State governments are also taking legislative action to demand a higher level of cybersecurity. For instance, California recently passed a bill making IoT device companies more responsible for ensuring the privacy and security of the state’s residents. Additionally, the International Electrotechnical Commission (IEC) has released cybersecurity certifications to give companies more tools for a successful cybersecurity strategy.
As industry standards and government regulations continue to evolve, this type of respected independent testing will remain among the best means for VARs and their customers to ensure their equipment manufacturers have done their due diligence to mitigate risks.
Q: How important is it for a VAR to strengthen their cybersecurity knowledge?
Tardy: It’s incredibly important because new opportunities for threats will continue to emerge as connectivity expands. Devices like UPSs aren’t typically top-of-mind when it comes to cybersecurity, but the desire of more IT professionals to leverage connected capabilities such as remote monitoring has driven manufacturers to introduce more of this type of functionality.
This is why Eaton began taking steps to strengthen cybersecurity in power management equipment – launching the Gigabit Network Card, which is the first UL 2900-1 and IEC 62443-4-2 certified UPS communication card. Additionally, Eaton’s ongoing focus on cybersecurity has helped to ensure that all our products already comply with California’s requirements, from UPSs to power distribution units (PDUs) and power management software.

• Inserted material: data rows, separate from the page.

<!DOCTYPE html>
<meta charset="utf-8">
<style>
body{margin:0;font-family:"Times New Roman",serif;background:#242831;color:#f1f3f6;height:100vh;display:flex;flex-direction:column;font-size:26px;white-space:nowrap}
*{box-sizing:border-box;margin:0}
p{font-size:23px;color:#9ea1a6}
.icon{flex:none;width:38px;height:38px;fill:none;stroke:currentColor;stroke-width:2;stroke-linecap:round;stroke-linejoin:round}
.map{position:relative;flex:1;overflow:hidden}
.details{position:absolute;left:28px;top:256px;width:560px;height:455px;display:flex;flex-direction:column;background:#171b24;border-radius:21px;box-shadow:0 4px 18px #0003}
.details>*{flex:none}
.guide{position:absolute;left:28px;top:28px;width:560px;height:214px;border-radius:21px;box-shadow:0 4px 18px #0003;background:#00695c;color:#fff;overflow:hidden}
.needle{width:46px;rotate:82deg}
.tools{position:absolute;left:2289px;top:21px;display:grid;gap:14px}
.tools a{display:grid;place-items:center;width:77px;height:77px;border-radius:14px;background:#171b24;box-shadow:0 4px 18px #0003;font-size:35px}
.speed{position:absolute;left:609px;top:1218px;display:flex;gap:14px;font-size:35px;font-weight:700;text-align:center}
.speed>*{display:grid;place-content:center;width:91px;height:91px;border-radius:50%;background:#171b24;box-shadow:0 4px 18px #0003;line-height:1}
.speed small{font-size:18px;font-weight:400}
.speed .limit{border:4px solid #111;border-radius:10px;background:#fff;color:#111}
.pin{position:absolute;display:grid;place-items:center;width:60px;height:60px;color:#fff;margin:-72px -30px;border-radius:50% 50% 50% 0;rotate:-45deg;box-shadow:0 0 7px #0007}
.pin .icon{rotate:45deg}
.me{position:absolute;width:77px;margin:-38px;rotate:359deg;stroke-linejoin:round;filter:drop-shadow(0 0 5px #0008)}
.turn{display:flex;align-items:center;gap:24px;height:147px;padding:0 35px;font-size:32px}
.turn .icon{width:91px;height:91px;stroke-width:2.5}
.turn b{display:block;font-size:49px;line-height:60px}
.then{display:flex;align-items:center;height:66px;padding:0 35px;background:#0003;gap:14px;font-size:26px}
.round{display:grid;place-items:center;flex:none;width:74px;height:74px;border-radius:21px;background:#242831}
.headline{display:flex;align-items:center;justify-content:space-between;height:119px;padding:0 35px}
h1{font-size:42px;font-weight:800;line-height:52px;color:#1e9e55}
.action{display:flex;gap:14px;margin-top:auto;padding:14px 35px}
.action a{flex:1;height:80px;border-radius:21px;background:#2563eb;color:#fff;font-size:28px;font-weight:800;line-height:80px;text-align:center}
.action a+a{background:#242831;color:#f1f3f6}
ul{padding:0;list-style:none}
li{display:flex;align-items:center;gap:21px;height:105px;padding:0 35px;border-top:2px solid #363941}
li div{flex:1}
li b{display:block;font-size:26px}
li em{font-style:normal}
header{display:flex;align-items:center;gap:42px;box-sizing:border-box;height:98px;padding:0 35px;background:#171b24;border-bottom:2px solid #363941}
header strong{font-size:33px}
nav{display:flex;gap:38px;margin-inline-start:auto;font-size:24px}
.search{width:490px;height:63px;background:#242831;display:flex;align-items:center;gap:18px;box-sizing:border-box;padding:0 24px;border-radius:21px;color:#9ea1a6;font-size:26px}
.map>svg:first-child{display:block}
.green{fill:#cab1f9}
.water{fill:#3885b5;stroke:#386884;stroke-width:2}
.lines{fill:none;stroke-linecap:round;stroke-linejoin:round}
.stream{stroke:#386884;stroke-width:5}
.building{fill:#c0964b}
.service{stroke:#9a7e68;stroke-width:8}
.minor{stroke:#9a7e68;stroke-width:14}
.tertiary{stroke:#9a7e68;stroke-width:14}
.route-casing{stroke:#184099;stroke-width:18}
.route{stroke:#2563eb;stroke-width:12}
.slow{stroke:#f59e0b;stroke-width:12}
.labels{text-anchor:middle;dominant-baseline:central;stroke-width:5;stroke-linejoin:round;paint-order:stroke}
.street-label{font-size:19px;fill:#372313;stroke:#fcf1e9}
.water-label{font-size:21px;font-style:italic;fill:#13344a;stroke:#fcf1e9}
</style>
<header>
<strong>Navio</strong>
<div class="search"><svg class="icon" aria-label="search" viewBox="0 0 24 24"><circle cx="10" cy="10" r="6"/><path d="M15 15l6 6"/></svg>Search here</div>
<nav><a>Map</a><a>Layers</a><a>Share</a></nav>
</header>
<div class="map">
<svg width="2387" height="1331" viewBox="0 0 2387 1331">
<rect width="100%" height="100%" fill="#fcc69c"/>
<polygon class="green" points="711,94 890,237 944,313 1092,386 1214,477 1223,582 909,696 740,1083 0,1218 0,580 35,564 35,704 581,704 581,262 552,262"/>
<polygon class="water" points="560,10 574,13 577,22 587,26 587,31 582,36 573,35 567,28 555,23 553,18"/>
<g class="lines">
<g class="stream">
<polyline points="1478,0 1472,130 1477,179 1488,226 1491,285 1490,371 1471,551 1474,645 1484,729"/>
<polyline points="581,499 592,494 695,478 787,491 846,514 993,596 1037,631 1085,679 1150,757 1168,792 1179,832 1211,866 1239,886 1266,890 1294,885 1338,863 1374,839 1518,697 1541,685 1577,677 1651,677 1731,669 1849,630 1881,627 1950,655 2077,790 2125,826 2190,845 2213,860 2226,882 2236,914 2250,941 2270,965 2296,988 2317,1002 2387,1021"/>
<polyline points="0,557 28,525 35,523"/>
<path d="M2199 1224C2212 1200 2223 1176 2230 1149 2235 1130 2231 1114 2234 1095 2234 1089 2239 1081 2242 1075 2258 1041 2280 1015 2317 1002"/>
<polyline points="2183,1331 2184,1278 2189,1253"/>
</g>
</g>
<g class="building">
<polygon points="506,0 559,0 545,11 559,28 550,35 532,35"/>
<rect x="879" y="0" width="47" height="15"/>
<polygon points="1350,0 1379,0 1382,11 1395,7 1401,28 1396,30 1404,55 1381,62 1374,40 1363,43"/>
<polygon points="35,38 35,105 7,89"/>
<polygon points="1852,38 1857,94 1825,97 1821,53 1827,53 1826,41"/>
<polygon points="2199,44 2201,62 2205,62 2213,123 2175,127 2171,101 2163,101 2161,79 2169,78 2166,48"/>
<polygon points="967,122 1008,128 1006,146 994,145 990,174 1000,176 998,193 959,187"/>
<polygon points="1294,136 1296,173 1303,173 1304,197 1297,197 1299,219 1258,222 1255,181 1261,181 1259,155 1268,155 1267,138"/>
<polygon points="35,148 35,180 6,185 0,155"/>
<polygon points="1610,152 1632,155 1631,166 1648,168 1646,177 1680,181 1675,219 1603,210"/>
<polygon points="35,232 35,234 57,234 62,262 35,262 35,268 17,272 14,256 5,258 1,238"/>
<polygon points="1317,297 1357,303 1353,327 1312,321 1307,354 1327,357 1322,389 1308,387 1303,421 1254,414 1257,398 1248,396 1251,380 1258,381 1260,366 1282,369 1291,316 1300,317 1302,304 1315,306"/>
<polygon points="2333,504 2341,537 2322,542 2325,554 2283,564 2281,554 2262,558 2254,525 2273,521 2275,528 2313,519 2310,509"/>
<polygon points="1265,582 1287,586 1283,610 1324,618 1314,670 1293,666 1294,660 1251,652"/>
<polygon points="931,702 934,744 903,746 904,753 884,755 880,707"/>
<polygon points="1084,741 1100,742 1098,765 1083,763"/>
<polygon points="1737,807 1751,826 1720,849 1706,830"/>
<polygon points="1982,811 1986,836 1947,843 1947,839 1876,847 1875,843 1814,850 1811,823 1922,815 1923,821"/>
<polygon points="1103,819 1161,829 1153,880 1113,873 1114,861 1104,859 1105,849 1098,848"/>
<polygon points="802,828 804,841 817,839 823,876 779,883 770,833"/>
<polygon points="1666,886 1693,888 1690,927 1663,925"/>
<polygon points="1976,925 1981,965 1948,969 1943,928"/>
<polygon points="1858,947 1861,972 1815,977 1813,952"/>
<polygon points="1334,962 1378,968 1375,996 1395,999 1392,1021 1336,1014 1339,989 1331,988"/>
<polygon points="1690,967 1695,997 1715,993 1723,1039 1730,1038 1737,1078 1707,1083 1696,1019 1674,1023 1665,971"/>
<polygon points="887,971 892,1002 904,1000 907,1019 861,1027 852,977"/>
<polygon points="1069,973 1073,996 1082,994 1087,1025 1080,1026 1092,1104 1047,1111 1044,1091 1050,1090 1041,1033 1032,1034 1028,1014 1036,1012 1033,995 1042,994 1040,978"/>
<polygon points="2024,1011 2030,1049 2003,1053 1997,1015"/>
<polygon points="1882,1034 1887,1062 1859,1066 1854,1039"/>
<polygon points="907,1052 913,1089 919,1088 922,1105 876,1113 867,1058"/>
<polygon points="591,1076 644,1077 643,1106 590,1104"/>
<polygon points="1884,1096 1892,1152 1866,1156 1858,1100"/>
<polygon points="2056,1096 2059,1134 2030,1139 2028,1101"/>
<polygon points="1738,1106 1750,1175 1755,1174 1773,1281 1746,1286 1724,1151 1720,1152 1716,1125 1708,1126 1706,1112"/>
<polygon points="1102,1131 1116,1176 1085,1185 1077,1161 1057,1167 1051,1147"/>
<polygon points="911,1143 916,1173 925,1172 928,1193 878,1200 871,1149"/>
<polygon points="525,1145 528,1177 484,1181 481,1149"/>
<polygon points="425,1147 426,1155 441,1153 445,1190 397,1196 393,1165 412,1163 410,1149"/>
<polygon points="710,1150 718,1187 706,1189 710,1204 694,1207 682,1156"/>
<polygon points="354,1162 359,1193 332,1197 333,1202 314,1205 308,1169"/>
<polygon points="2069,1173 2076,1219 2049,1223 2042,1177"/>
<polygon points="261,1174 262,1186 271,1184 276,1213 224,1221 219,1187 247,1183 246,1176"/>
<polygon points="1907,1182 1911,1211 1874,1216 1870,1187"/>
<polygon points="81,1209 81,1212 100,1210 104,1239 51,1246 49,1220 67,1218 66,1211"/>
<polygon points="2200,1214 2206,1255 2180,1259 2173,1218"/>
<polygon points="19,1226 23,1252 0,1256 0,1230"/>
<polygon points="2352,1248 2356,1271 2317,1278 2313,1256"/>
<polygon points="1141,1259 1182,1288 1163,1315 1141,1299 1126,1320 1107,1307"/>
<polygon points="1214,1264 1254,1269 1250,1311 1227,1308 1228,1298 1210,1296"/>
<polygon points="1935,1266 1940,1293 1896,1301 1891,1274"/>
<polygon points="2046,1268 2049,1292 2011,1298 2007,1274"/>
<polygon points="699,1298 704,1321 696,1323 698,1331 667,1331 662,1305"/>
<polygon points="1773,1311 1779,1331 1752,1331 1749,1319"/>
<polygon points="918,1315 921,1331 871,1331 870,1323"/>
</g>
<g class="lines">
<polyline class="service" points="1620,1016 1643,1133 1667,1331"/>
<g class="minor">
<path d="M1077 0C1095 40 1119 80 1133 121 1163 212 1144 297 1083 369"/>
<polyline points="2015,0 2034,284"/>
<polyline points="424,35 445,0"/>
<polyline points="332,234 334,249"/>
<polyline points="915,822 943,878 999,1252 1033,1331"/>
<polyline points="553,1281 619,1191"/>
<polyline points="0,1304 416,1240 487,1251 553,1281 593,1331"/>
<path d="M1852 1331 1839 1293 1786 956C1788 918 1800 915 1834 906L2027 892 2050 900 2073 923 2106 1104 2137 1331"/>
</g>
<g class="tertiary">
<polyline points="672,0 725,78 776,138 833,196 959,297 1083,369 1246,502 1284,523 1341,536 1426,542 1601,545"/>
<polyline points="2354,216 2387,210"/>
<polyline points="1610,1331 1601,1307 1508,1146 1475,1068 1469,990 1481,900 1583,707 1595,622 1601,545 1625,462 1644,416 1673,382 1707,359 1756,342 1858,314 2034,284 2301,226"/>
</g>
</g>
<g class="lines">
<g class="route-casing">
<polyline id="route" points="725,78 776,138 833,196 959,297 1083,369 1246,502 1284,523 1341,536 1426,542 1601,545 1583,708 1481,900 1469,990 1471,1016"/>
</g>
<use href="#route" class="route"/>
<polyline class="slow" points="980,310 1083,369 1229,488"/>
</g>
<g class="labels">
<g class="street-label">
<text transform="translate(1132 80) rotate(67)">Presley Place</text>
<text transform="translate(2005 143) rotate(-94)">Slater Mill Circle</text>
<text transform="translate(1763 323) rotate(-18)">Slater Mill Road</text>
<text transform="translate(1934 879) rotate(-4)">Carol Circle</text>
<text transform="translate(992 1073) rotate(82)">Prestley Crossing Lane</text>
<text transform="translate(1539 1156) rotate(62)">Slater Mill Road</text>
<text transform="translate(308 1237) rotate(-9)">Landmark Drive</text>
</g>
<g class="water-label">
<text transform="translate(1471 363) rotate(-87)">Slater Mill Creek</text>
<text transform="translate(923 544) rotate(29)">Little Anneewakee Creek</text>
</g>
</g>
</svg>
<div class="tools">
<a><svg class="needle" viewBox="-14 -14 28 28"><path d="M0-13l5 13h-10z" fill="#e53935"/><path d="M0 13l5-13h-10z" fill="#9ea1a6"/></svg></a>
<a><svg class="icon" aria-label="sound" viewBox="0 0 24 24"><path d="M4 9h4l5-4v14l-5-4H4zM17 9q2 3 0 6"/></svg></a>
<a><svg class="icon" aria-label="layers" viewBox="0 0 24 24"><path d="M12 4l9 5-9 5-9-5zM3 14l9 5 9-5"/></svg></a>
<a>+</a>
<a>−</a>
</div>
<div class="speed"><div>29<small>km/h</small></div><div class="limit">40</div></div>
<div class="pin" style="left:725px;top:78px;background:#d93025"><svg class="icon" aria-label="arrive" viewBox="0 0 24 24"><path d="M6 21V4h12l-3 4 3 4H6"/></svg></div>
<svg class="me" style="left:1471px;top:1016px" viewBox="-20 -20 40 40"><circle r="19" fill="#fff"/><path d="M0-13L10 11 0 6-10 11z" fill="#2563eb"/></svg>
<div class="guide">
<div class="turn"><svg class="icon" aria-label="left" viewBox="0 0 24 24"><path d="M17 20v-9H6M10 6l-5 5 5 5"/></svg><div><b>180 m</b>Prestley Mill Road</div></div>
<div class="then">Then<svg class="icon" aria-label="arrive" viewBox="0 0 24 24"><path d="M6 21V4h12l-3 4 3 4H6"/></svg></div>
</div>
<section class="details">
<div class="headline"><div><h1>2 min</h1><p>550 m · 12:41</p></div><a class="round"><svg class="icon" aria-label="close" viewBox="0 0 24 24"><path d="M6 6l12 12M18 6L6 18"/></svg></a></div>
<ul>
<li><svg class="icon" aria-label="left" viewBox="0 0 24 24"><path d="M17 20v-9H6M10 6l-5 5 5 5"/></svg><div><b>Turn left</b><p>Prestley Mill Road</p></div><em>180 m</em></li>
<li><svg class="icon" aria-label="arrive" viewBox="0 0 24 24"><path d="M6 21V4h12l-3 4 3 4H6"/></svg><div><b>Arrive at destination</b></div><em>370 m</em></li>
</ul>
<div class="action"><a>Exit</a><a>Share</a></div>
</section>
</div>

As VARs increase their knowledge and demonstrate an ongoing commitment to ensure their products meet the highest of standards, it will serve as a signpost for customers that they understand the risks that pervade the internet and are serious about addressing them.
Q: How important is it that a VAR encourage their customers to strengthen their cybersecurity knowledge?
Tardy: VARs are in a unique position to support and coach their customers, who are often adapting quickly to keep up with an ever-evolving IT landscape. Customers can’t afford the costs and delays associated with debilitating cyberattacks. Getting smarter about cybersecurity and incorporating secure-by-design products will help them avoid getting left behind.
As cyber dangers continue to escalate, companies will seek to work with VARs that can demonstrate an ongoing commitment to cybersecurity. By taking a security-first approach and maximizing cyber safety rigors from the ground up – ensuring solutions across their portfolio are optimized for protection – VARs will put themselves in the best position to meet the current and future demands of their customers.